Xxxxxx shall devote his full employment energies and abilities to
performance of his responsibilities and duties described in Section
1.2. of this Agreement and shall not, without the consent of the
Corporation based on a resolution of the Board of Directors of the
Corporation perform service of any kind for compensation for the
benefit of other corporations, except as described below, or except
those corporations which are related to, or are a part of or become a
part of the Pathways family of companies. It is understood and agreed
to that Pathways consents to allow Xxxxxx to continue as a board member
of Pizza Blends Inc. and shall continue
his duties as long as it does not interfere with his duties at
Pathways, or until Pathways notifies Xxxxxx that Pathways no longer
consents to Xxxxxx'x outside board duties.
IV. COMPENSATION.
1. Basic Salary. As consideration for all services to be rendered
by Xxxxxx to Pathways, Xxxxxx shall be paid $100,000 per year,
subject to annual merit increase to be determined by the Chief
Executive Officer and/or Board of Directors, but in no case to
be lower than a percentage amount equal to the most recent
annual increase, if any, in the consumer price index, as
published in the Wall Street Journal.
Xxxxxx shall also be paid an annual discretionary bonus as
determined by the Chief Executive Officer and/or Board of
Directors if such a bonus is paid to any other Pathways
executive.
2. Payment of Salary.
A. Salary. The annual salary provided for in Section
IV.1. shall be due and payable in installments by the
Corporation semi-monthly on the fifteenth (15th) day
and the first business day after the last day of each
month, which shall be established by this Agreement
as the regular payday, unless such day is a weekend
or holiday, in which event, the salary shall be due
and payable on the next business day after the
regular payday.
B. Accruals of Unpaid Salary.
(1) Salaries. Any salary payments and bonus
payments not paid by the Corporation when
due shall accrue as a corporate debt payable
to Xxxxxx, and shall be paid as soon as
possible by the Corporation and in any
event, accrued salary shall be paid to the
fullest extent possible whenever a payroll
is disbursed to other employees of Pathways.
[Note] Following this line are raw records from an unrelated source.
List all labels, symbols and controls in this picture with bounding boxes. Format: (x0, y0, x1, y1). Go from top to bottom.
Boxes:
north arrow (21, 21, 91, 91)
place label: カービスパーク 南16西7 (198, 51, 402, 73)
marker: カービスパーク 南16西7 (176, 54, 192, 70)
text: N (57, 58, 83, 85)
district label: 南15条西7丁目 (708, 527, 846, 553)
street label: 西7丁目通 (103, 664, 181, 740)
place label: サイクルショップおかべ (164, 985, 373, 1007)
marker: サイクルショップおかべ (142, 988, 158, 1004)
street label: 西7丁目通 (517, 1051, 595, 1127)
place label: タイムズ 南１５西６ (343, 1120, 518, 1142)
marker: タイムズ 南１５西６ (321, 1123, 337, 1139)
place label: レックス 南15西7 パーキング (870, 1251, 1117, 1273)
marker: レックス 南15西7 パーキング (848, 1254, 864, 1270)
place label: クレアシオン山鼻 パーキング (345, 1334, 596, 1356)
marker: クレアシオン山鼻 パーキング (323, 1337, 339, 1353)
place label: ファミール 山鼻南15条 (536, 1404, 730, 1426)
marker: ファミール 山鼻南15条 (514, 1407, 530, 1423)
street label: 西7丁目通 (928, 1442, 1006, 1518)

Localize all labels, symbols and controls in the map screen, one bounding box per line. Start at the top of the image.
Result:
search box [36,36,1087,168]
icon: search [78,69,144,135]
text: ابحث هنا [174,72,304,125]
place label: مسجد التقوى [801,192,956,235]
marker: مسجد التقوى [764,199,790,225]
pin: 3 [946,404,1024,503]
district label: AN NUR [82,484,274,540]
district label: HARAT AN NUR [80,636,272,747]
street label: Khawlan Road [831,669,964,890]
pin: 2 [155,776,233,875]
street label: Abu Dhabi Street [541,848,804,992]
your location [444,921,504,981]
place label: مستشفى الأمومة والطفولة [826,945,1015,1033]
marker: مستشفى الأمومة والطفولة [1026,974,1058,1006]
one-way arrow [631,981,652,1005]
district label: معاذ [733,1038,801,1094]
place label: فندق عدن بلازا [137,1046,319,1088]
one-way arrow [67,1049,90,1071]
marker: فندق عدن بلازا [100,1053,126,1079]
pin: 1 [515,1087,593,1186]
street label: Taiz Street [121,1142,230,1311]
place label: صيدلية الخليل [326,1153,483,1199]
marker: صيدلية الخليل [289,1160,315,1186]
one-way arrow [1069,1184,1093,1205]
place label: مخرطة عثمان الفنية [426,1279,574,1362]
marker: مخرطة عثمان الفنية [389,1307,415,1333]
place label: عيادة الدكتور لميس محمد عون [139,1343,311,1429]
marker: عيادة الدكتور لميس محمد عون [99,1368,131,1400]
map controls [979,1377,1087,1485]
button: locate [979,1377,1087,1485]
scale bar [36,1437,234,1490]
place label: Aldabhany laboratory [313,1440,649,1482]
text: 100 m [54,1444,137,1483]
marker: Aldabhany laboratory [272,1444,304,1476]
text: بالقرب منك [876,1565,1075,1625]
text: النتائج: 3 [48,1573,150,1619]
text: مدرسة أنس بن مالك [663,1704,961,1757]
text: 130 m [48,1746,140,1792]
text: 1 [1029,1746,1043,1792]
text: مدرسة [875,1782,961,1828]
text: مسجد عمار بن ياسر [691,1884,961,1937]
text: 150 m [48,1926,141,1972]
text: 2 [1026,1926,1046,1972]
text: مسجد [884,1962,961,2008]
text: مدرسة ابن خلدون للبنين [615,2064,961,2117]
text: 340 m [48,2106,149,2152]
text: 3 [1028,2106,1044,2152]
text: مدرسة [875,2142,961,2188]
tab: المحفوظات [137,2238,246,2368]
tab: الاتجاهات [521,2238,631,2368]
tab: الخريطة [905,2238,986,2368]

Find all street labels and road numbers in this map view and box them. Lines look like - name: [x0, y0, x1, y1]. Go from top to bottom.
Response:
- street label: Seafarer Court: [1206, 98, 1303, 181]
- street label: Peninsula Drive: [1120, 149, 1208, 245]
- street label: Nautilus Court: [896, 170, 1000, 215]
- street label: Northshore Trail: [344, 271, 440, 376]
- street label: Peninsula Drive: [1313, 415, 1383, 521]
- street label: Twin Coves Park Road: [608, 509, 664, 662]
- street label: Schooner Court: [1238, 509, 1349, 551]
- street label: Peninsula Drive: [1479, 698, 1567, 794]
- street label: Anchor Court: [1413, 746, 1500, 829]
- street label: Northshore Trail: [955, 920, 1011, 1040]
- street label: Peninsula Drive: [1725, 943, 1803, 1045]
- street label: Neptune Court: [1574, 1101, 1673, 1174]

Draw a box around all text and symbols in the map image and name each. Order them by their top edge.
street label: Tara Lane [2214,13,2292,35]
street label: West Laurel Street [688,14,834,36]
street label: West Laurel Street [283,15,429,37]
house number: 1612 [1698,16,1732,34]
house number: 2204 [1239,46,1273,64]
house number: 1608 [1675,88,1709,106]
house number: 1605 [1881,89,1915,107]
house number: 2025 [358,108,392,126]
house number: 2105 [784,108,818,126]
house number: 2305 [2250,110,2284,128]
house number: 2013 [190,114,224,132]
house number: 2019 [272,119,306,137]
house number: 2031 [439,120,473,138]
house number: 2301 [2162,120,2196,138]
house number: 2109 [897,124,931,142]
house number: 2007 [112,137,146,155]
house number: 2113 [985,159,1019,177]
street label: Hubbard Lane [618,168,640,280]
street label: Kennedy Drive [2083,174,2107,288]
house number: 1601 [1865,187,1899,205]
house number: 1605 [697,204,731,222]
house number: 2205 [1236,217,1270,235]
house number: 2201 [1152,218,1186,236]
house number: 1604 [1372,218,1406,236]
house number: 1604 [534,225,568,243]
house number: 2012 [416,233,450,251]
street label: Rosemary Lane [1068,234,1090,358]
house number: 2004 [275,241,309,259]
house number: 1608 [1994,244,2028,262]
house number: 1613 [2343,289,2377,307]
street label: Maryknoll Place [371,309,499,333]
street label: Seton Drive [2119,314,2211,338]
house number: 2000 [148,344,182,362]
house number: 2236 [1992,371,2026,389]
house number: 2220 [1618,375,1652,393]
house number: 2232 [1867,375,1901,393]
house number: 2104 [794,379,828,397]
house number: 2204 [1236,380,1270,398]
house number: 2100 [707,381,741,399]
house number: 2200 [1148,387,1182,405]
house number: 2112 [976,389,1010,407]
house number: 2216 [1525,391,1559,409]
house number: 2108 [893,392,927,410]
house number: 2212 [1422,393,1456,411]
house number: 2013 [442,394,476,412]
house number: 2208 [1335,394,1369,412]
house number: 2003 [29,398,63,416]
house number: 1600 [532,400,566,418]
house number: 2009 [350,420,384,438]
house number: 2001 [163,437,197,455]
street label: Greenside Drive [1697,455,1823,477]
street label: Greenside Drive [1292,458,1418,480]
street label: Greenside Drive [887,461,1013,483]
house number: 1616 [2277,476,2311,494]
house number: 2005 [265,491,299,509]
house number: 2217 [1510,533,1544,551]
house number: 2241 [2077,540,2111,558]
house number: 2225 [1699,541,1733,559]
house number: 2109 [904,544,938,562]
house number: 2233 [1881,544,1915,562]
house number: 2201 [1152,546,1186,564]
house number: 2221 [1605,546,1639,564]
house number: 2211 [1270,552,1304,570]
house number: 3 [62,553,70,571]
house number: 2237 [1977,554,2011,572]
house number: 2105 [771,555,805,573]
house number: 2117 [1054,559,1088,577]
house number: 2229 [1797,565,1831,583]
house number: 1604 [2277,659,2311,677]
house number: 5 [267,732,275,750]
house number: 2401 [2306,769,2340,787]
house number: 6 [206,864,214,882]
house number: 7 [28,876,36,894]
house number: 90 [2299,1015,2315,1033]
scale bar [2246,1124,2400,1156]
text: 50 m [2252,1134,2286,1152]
(2) Deductions from Compensation. The
Corporation shall have the right and
responsibility to deduct all federal, state
and local government taxes and other charges
as are now in effect, if any, or which may
hereafter be enacted or required by
applicable government laws and regulations,
if any, required as deductions from
compensation of Xxxxxx as an employee.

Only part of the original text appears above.